Écrite avec des ballons de foire sur un grand rectangle rouge (un drapeau ?) à l’ouverture de Welcome to Birdhead World Again, l’exposition actuellement présentée au Lianzhou Museum of Photography (LMP), la phrase surprend le visiteur. S’agit-il ici d’être pris en photo ou shooté d’une manière plus radicale ? Cette accroche, parodiant le célèbre We Will Rock You de Queen, nous renseigne sur l’humour et l’ironie du duo d’artistes qui forment Birdhead.
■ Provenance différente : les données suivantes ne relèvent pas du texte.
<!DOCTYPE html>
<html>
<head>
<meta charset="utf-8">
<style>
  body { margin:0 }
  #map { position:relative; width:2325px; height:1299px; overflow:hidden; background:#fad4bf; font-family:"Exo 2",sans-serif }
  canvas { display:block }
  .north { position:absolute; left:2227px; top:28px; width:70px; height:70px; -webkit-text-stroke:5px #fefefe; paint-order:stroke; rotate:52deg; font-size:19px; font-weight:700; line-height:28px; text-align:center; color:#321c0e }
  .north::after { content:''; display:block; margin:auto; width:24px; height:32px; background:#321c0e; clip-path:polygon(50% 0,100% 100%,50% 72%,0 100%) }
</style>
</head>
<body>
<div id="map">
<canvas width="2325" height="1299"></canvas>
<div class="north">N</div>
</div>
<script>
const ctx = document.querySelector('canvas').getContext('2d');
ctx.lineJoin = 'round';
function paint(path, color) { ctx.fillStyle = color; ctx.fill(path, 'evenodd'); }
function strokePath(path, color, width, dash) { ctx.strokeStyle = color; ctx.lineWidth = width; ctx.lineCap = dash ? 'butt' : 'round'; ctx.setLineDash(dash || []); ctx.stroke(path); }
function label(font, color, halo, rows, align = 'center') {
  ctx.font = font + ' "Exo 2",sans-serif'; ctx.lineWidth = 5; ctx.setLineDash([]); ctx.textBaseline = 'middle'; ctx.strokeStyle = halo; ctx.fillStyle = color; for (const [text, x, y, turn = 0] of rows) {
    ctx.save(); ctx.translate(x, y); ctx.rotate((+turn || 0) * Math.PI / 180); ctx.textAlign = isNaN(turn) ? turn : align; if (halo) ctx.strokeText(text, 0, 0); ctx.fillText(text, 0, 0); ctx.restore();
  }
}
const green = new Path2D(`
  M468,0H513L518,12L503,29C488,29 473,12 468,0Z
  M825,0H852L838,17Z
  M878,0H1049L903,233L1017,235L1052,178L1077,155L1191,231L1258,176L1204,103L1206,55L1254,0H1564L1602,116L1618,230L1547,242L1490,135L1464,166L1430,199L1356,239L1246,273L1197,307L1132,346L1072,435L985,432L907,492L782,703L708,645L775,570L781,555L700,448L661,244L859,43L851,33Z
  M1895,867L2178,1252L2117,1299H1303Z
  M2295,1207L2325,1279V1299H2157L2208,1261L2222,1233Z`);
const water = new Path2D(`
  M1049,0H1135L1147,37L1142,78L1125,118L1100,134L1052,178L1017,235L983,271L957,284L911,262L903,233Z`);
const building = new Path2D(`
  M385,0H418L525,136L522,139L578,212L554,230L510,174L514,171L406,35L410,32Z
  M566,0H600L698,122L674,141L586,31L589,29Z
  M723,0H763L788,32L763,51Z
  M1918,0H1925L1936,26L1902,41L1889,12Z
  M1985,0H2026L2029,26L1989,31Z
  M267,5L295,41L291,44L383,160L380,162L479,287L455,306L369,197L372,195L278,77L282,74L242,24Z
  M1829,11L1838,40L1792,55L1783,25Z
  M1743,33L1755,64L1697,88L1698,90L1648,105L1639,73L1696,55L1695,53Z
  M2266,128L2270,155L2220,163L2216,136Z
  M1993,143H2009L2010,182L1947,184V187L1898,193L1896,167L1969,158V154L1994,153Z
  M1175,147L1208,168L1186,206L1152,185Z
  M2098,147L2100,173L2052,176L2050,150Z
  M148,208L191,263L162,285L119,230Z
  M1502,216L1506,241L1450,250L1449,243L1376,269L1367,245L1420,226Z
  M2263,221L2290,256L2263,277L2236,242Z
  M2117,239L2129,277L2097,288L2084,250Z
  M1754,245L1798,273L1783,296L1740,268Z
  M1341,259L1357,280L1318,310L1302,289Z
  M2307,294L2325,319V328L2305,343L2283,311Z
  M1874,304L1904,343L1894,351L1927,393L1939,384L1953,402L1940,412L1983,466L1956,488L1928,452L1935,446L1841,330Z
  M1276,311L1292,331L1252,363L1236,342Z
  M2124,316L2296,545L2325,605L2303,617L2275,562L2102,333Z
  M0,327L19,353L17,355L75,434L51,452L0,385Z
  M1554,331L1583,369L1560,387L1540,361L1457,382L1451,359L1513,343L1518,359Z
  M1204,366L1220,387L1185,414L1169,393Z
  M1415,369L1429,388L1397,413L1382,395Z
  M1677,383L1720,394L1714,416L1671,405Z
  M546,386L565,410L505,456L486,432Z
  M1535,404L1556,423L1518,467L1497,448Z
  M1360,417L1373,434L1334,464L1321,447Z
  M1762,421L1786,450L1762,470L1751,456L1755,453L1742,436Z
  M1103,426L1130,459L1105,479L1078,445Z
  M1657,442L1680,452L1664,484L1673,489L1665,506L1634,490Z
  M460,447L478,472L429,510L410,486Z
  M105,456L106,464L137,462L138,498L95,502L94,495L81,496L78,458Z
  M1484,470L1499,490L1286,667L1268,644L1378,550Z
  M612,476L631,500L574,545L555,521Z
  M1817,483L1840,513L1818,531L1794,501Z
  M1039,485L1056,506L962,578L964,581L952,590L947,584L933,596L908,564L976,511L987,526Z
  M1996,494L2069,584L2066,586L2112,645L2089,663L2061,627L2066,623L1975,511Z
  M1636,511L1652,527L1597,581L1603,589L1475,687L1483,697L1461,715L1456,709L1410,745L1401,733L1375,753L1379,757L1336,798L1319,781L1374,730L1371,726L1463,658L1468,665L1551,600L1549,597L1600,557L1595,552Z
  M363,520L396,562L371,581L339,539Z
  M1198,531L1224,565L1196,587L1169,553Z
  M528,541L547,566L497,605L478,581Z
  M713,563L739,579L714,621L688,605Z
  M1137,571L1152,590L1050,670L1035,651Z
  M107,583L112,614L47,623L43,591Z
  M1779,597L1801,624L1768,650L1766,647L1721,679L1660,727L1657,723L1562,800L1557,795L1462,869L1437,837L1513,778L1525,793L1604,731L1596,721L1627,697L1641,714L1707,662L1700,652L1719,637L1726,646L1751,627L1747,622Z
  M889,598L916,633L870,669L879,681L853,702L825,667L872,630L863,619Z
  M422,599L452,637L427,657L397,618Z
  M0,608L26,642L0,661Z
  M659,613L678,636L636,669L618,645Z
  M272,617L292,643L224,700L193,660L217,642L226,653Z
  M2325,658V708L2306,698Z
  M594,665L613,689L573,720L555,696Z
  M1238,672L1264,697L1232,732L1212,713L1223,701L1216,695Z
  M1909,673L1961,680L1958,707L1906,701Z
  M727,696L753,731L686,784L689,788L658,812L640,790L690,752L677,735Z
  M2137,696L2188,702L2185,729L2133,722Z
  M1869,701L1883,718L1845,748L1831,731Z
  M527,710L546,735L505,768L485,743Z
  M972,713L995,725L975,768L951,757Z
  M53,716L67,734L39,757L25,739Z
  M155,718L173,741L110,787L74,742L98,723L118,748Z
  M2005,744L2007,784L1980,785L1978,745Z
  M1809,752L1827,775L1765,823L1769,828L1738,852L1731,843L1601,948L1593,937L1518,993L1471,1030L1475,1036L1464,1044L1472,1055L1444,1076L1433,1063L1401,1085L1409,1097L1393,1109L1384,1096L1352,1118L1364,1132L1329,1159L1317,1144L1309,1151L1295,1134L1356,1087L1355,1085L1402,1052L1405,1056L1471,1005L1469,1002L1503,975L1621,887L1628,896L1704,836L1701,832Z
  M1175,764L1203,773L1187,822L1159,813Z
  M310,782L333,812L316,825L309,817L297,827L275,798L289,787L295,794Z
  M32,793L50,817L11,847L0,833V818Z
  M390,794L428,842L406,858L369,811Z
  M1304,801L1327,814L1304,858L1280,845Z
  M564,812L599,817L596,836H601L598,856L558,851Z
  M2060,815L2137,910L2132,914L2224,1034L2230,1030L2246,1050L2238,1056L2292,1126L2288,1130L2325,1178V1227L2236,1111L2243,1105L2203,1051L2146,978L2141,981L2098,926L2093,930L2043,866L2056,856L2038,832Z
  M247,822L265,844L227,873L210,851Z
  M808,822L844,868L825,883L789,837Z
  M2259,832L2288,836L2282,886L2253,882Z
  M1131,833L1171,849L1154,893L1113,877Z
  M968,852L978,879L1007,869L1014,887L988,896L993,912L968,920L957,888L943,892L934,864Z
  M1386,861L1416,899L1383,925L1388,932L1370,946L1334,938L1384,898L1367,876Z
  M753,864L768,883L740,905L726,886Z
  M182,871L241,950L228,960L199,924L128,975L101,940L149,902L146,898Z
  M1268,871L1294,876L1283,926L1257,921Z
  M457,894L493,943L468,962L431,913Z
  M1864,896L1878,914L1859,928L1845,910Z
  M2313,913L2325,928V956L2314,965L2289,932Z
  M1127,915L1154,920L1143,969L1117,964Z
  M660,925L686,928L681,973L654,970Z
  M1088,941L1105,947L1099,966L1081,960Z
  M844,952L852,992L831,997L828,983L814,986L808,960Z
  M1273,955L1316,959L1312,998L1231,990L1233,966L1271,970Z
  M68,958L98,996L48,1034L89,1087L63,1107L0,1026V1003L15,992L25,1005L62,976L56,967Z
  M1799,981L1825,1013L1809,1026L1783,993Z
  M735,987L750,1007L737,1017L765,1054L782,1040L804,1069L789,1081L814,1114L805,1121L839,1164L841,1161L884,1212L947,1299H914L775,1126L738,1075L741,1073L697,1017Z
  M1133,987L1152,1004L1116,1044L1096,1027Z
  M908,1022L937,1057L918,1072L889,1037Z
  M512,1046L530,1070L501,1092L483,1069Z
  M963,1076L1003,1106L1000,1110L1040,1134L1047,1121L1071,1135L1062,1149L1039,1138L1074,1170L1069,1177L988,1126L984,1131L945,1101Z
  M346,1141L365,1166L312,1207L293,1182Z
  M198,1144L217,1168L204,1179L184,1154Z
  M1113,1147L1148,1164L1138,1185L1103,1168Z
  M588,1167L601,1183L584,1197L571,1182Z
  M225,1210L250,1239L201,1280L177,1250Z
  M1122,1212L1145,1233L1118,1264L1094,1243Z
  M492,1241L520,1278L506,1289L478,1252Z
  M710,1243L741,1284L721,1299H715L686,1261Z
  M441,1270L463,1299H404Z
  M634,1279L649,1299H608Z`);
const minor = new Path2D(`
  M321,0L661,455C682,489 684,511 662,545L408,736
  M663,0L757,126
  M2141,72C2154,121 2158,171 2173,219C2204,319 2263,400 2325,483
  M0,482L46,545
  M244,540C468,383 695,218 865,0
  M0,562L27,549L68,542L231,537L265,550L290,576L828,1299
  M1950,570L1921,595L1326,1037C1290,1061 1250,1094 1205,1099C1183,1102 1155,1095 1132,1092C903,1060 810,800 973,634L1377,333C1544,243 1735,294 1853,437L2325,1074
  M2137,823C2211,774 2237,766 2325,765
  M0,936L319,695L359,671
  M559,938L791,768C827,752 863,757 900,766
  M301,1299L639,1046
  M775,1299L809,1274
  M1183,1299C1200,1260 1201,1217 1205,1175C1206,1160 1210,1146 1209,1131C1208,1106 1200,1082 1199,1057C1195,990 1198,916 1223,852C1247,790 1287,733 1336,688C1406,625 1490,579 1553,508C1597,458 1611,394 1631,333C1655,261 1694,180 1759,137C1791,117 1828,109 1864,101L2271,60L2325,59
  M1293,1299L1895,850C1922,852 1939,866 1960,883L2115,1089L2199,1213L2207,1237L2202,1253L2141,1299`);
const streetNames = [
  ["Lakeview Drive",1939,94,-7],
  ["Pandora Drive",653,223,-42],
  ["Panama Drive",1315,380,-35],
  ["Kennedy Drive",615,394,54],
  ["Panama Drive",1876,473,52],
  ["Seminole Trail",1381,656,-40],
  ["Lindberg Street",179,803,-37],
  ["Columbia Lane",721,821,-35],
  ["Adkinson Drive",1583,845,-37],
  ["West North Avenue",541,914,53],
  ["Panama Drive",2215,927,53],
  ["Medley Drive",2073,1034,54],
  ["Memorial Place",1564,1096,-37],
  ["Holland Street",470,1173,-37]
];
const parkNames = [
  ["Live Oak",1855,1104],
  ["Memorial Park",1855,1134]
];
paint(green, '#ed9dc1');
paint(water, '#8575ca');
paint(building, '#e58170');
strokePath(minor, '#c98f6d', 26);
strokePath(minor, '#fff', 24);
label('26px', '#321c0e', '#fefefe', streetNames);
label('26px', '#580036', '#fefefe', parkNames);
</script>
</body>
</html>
Ji Weiyu et Song Tao, nés respectivement en 1980 et 1979, revendiquent un côté iconoclaste qui se manifeste par la manière dont ils manipulent les images autant que par les sculptures et les installations qu’ils inventent, tel cet agrandisseur transformé en divinité devant laquelle ils parodient une cérémonie tribale dans une vidéo hilarante. « C’est une forme de photothéisme », nous précise sans rire Song Tao, derrière ses lunettes métalliques et les volutes de fumée de sa cigarette. La référence à la photographie argentique, avec toute la matérialité dont elle est chargée, n’est pas innocente. Les artistes insistent beaucoup sur leur défiance envers le manque de consistance des photos numériques, leur préférant la plasticité des « images incarnées » avec lesquelles ils peuvent jouer, faire des expériences et exprimer « des émotions simples et universelles, comme l’amour ou la haine, qui toucheront directement les spectateurs ».

© Birdhead

Donner à penser

Plus loin, sur tout un mur, se déploient de nombreuses photos noir et blanc avec au centre deux grands idéogrammes sertis d’un cadre doré. Le premier terme signifie « jeune », le second « femme » (que les artistes ont traduit par Lady) ; l’association des deux signes produisant le sens « fantastique ». Les photos situées dans les premiers cercles de cette fresque sont celles qui renvoient aux proches des artistes : femmes, enfants, amis… celles en périphérie représentent des paysages. « La question est de savoir comment, à partir de la vie quotidienne, aller au-delà. Et jusqu’où tu peux aller ? Jusqu’au ciel et revenir vers ton cœur… Il s’agit de parler à un autre, de donner à penser, d’évoquer ses doutes, ses échecs, ses révoltes… », précise Song Tao. « Il faut que ce soit clair, rapide, direct. Aussi rapide qu’un samouraï qui tranche d’un geste la tête d’un combattant. »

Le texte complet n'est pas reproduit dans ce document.